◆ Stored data
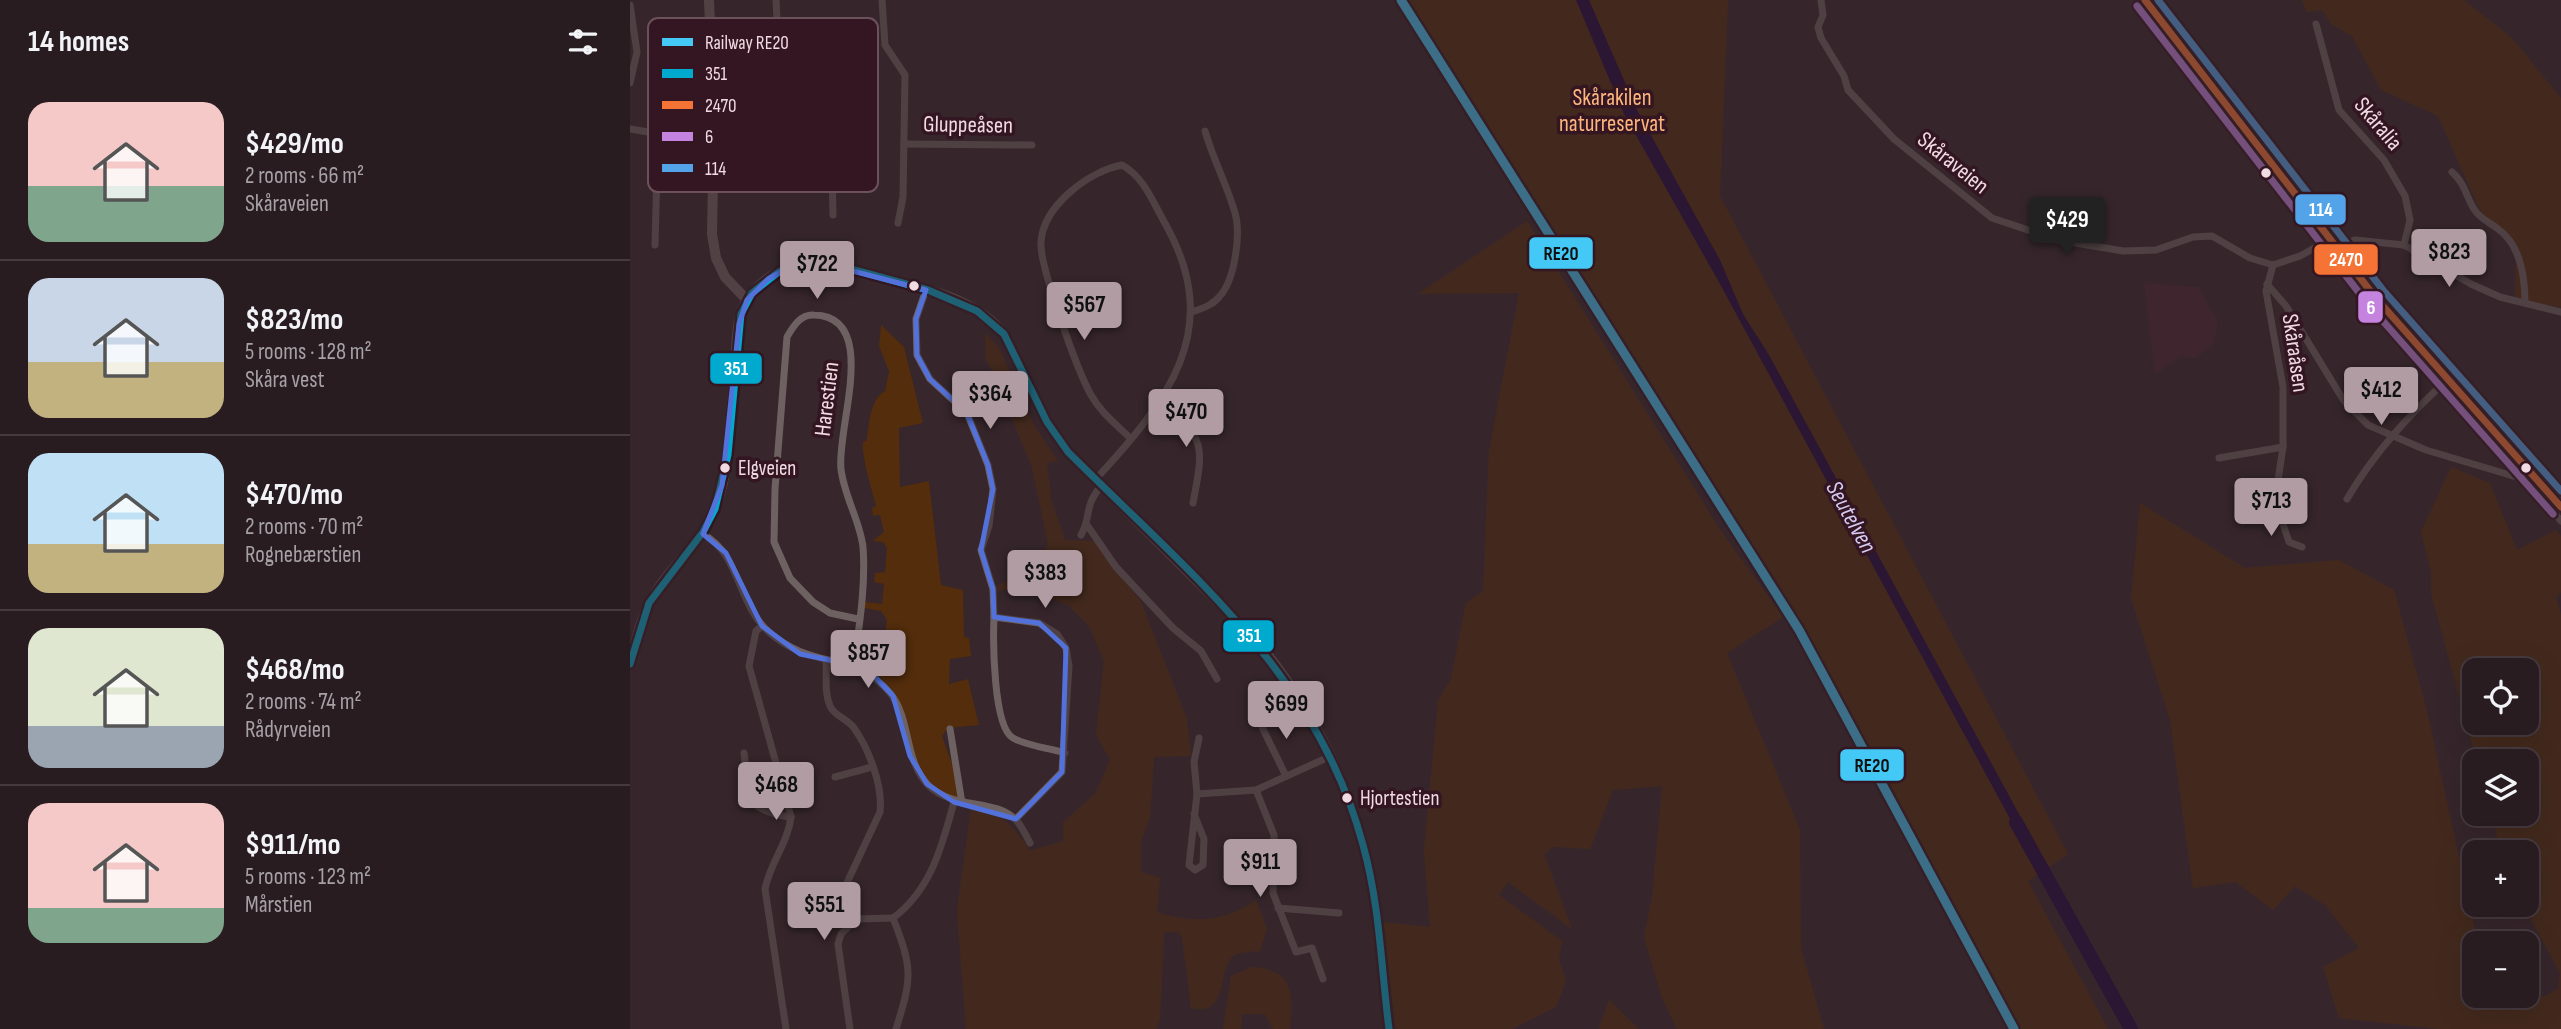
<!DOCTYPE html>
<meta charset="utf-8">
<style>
:root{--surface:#291c21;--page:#31252a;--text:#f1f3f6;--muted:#a5a1a5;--line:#453a3f;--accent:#b09ca2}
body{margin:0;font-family:"Sofia Sans Condensed",sans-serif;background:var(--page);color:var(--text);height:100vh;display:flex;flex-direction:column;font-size:26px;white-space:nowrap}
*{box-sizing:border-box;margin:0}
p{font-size:23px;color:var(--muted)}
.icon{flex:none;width:38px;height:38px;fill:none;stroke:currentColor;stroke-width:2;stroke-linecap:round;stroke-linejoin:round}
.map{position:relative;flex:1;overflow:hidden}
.details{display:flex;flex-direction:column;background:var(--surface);width:630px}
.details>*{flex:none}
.buttons{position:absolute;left:1832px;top:658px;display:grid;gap:14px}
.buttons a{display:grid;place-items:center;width:77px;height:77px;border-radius:14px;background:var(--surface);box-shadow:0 7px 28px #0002,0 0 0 2px var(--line);font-size:35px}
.price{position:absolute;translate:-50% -60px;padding:0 16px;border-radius:7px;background:var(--accent);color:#111;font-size:23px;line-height:46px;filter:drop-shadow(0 2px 4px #0008)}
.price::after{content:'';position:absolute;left:50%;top:42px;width:21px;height:16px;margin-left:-10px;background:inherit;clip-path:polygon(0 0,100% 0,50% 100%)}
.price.selected{background:#222;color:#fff}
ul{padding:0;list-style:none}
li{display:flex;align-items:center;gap:21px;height:175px;padding:0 28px}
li+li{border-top:2px solid var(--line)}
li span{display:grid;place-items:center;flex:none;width:196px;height:140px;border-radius:21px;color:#555}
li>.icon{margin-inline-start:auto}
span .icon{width:84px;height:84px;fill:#fffc;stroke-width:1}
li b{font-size:30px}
h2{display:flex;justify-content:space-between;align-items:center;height:84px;padding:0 28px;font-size:30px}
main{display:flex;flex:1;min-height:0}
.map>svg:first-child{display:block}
</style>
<main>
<section class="details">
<h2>14 homes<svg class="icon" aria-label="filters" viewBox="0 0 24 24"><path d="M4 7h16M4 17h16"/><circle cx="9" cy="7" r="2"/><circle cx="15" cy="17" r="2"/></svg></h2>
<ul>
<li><span style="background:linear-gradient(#f6c9c9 60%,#7fa58c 0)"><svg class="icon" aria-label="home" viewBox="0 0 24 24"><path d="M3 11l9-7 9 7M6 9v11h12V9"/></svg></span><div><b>$429/mo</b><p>2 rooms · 66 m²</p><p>Skåraveien</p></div></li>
<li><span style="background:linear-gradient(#c9d6e8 60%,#c2b280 0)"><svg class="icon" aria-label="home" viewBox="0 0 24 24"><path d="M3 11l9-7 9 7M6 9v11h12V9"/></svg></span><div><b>$823/mo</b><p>5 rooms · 128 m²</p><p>Skåra vest</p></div></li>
<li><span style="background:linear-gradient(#bfe0f5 65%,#c2b280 0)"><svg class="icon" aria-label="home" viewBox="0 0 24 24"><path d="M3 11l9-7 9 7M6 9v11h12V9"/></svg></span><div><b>$470/mo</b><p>2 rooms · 70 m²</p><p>Rognebærstien</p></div></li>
<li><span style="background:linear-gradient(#dfe7d0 70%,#9aa5b1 0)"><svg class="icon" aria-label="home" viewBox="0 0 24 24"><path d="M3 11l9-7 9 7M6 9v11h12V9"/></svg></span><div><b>$468/mo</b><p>2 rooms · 74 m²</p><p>Rådyrveien</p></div></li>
<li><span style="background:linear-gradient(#f6c9c9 75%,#7fa58c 0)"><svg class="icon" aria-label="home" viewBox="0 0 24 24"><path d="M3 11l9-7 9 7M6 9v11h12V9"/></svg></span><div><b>$911/mo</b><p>5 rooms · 123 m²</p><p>Mårstien</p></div></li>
</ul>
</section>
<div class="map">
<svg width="1931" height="1029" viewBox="0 0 1931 1029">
<rect width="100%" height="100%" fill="#37262c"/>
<path fill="#472431" d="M1514 283 1568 287 1588 322 1584 343 1566 358 1551 356 1525 375Z"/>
<g fill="#532d0c" fill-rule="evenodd">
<path d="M775 0H1098L1090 196 1438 854 1398 881 1478 1029H1388L1141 573 905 208 909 205 900 196Z"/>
<path d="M1663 0H1834L1882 38 1931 98V307L1885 301 1886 250 1850 210 1808 116 1751 90 1722 36 1701 24 1692 10 1677 12 1672 0Z"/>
<path d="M897 221 1091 531 1153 617 1097 653 1170 830 1171 948 1194 1029H1047L1032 998 1014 937 1022 898 1032 786 983 790 960 849 923 847 914 854 942 929 878 882 869 895 932 941 929 959 936 981 926 1007 882 1029H766L752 922 800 927 794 851 808 700 821 679 836 603 853 591 859 451 889 293 788 294Z"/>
<path d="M251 325 274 347 293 423 269 428 270 487 299 481 311 585 333 590 334 637 339 638 341 656 320 659 319 684 338 679 349 725 318 728 312 736 328 781 329 798C280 790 285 732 267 697 262 685 250 678 240 671L254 672 257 644H252L250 637 255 633 257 620 251 611 234 608 235 602 252 604 254 584 244 582 245 573 255 572 257 548 253 542 243 541 254 532 250 515 243 516 242 508 246 506C242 490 231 455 233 442L237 440C239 424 240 399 255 391L259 371 249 346Z"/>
<path d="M355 332 369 348 405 427 428 461 417 463 421 499 435 540 464 541 511 602 557 719 561 756 524 757 520 817 511 842V872L530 878 527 912C563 924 594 922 626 900L637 929 630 951C622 952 609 951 602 957 587 972 599 1017 561 1008L552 937 547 932H534L530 1020 526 1029H336L327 911 341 808C374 815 381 823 400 851L433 841V822L466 793 480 759 466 735 474 661 459 626 438 605 392 587 368 591 366 586 407 566 418 545 402 467 356 358Z"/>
<path d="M1821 467 1860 483 1887 550 1926 530 1931 536V592L1926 597 1931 615V1029H1808L1709 1018 1693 967 1729 948 1695 905 1665 886 1643 910 1606 882 1563 888 1540 720 1501 598 1510 503 1615 568 1709 560 1764 590 1797 711 1848 943H1844V996H1897V991L1913 997 1928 989 1930 973 1893 905H1897V852H1871L1861 814H1897V761H1847L1801 593V572L1791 532ZM1844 670H1897V723H1844Z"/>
<path d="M622 967C666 970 662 994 660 1029H643L635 1014H612L611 1029H593L601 976Z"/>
<path d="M979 1000 1009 1029H969Z"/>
</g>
<path fill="#1e033c" d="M946 0H959L1007 110 1090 260 1113 314 1139 355 1401 836 1391 839 1090 284 994 114Z"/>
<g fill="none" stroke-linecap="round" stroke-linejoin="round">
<path stroke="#1e033c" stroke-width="14" d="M1386 822 1501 1029"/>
<g stroke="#6e6161" stroke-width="7">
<path d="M146 0 152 117"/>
<path d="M252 0 255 45 275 75 273 197 268 223"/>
<path d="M1191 0 1193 15 1188 27 1191 38 1214 76 1218 90 1264 139 1362 218 1428 240 1493 251 1526 250 1563 237 1582 236 1620 258 1643 265 1670 256 1699 240"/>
<path d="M0 5 7 52 0 83"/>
<path d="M1686 24 1709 110 1754 160 1775 196 1780 220 1774 245"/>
<path d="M148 30C188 32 194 37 200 77L203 215"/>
<path d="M0 129 84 143 203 176"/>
<path d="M274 144 402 145"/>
<path d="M1822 172C1834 182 1836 196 1844 209 1850 219 1859 222 1868 229 1891 245 1895 278 1895 303"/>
<path d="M25 245 28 132"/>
<path d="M1707 249 1725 240 1774 245 1841 284 1870 297 1931 312"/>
<path d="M1643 265 1636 291 1653 387V447L1645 500 1659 542 1672 547"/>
<path d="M1637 284 1656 306 1714 401 1738 425 1796 450 1890 478 1901 486 1931 521"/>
<path d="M296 290 286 319 287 355 300 379 337 413 358 465 363 489 359 526 351 550 363 589 364 617"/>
<path d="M562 312C573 308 583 305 590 296 605 279 611 234 605 213 597 185 583 159 575 131"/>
<path d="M531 401C576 440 574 445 563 503"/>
<path d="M1589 458 1653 447"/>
<path d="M465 480C537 402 595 331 536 225 523 203 515 178 492 165 459 171 413 206 411 242 409 265 448 372 461 395 471 413 487 425 501 439"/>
<path d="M1717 499C1744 453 1778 416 1817 380"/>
<path d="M457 525 486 567 543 628 571 651 587 679"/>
<path d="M73 534C111 555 107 605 140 633 182 670 225 651 260 693 282 720 273 760 299 786 324 810 365 798 386 820 392 826 396 836 400 843"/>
<path d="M451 535C462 515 453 508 471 486"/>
<path d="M132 626 126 631 119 666 161 817C158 843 140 863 135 889L156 1029"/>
<path d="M196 662C197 677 194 692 200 706 204 716 218 719 224 728 239 749 253 786 250 812L215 887"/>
<path d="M224 665C229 627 236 585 233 547 230 521 214 496 211 469 206 429 251 316 184 315 170 314 163 327 157 337L145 489 144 542 160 578 183 602 200 613 228 619"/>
<path d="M629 721 656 776"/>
<path d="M320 729 332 803"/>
<path d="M114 753C120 795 113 811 161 817"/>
<path d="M205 777 242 767"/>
<path d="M626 790 644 835 643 893 666 952 682 948 693 979"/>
<path d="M567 794 564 762 569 738"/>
<path d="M564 814 574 839 573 865 565 870 559 865 567 794 626 790 701 756"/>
<path d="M386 819 432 772 439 666 436 648 427 634 409 623 364 617C363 639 363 727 383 738 397 746 419 748 435 753"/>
<path d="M648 908 709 913"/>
<path d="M220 1029 208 944 211 934 227 919 263 918"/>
<path d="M266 1029C282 978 283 969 263 918 301 890 312 846 324 802"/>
</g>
<g stroke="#726263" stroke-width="10">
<path d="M79 0 84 124 82 234 86 258 95 277 117 300"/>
<path d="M0 664C6 640 11 616 24 595 42 564 72 543 85 509 102 463 101 410 105 362 107 342 106 317 117 300 128 282 154 265 174 263 198 260 223 269 246 276 291 288 343 296 374 334L417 422 438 452 625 639C683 708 722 788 741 876 752 926 751 978 759 1029"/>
</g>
<g stroke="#6d5d5f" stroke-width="12">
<path d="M1515 0 1745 297 1931 507"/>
<path d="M1911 474 1931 493"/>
</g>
<g stroke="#331621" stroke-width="12">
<path id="bus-1" d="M0 664 19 603 73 532 85 509 98 455 111 314 122 293 150 271 174 263 210 266 298 290 347 311 374 334 417 422 438 452C559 573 687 673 733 845 750 906 751 967 759 1029"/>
</g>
<g stroke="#331621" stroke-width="12">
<path id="bus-2" d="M1515 0 1745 297 1931 507"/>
</g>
<g stroke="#331621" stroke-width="12">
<path id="bus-3" d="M1507 6 1737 303 1923 514"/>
</g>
<g stroke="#331621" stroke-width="12">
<path id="bus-4" d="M1528 0 1753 290 1931 491"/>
</g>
<use href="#bus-1" stroke="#00a9ce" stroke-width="7"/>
<use href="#bus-2" stroke="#f57335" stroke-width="7"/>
<use href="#bus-3" stroke="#c483df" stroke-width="7"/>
<use href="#bus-4" stroke="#53a3e8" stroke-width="7"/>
<g stroke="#331621" stroke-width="14">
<path id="rail-1" d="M771 0 1169 630 1384 1029"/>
</g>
<use href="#rail-1" stroke="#44c8f5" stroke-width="9"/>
</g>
<path d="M0 0H1931V1029H0ZM188 262 296 290 286 319 287 355 300 379 337 413 358 465 363 489 351 550 363 589 364 617 409 623 436 648 432 772 386 819 324 802 297 784 280 756 263 696 246 678 224 665 170 654 132 626 96 553 73 534 92 485 109 324 117 300 138 279 161 266Z" fill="#37262c" fill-opacity=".55" fill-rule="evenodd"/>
<path fill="none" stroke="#5271da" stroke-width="5" stroke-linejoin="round" d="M188 262 296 290 286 319 287 355 300 379 337 413 358 465 363 489 351 550 363 589 364 617 409 623 436 648 432 772 386 819 324 802 297 784 280 756 263 696 246 678 224 665 170 654 132 626 96 553 73 534 92 485 109 324 117 300 138 279 161 266Z"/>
<g fill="#f1dbe2" stroke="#331621" stroke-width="2.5">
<circle cx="1636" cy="173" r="6"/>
<circle cx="284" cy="286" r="6"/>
<circle cx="95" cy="468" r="6"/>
<circle cx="1896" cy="468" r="6"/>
<circle cx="717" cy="798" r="6"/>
</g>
<g text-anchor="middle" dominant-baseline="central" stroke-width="7" stroke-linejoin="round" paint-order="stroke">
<g font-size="21" fill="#f1dbe2" stroke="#331621" text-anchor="start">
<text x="108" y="468">Elgveien</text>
<text x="730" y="798">Hjortestien</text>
</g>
<g font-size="23" fill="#ffb67e" stroke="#331621">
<text x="982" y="98">Skårakilen<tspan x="982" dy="26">naturreservat</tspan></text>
</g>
<g font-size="23" fill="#f1dbe2" stroke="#331621">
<text transform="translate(1748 124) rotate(50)">Skåralia</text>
<text transform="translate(338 125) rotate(1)">Gluppeåsen</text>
<text transform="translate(1323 163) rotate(39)">Skåraveien</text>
<text transform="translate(1665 353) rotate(82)">Skåraåsen</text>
<text transform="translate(197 399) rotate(-83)">Harestien</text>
</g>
<g font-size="24" font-style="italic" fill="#d5cbf3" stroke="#331621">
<text transform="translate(1221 517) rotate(61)">Seutelven</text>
</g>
</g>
<rect x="18" y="18" width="230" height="174" rx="10" fill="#331621" stroke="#6c515b" stroke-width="2"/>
<rect x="32" y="38" width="31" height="8" fill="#44c8f5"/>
<rect x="32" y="69" width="31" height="9" fill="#00a9ce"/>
<rect x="32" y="101" width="31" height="8" fill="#f57335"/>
<rect x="32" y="132" width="31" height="9" fill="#c483df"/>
<rect x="32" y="164" width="31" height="8" fill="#53a3e8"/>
<g font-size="19" fill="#f1dbe2">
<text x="75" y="49">Railway RE20</text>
<text x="75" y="80">351</text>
<text x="75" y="112">2470</text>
<text x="75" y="143">6</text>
<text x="75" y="175">114</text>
</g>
<g stroke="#331621" stroke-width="2.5">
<rect x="1664" y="193" width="53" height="33" rx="7" fill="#53a3e8"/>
<rect x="898" y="236" width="66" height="34" rx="7" fill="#44c8f5"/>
<rect x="1683" y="243" width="66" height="33" rx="7" fill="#f57335"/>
<rect x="1727" y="290" width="27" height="34" rx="7" fill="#c483df"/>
<rect x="79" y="352" width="54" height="33" rx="7" fill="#00a9ce"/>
<rect x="592" y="619" width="53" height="34" rx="7" fill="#00a9ce"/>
<rect x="1209" y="748" width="66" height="34" rx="7" fill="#44c8f5"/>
</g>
<g font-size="19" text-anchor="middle" font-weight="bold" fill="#fff">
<text x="1691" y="216">114</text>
<text x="1716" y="266">2470</text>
<text x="1741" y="314">6</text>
<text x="106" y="375">351</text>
<text x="619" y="642">351</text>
</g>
<g font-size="19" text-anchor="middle" font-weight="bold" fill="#111">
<text x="931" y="260">RE20</text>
<text x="1242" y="772">RE20</text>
</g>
</svg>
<div class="buttons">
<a><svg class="icon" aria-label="locate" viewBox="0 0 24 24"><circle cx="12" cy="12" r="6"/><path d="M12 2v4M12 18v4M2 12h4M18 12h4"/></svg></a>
<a><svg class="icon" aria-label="layers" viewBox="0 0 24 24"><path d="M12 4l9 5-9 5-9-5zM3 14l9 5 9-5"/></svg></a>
<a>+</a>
<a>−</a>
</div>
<b class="price selected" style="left:1437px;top:257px">$429</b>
<b class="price" style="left:1819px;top:289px">$823</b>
<b class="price" style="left:187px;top:301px">$722</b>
<b class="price" style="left:454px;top:342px">$567</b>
<b class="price" style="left:1751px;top:427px">$412</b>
<b class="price" style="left:360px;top:431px">$364</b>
<b class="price" style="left:556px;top:449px">$470</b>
<b class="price" style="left:1641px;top:538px">$713</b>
<b class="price" style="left:415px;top:610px">$383</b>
<b class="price" style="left:238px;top:690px">$857</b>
<b class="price" style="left:656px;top:741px">$699</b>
<b class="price" style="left:146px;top:822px">$468</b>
<b class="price" style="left:630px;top:899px">$911</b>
<b class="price" style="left:194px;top:942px">$551</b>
</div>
</main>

◆ Work required
Among the lines above, which ones include the word "shadow"? Copy them.

◆ Expected answer
.buttons a{display:grid;place-items:center;width:77px;height:77px;border-radius:14px;background:var(--surface);box-shadow:0 7px 28px #0002,0 0 0 2px var(--line);font-size:35px}
.price{position:absolute;translate:-50% -60px;padding:0 16px;border-radius:7px;background:var(--accent);color:#111;font-size:23px;line-height:46px;filter:drop-shadow(0 2px 4px #0008)}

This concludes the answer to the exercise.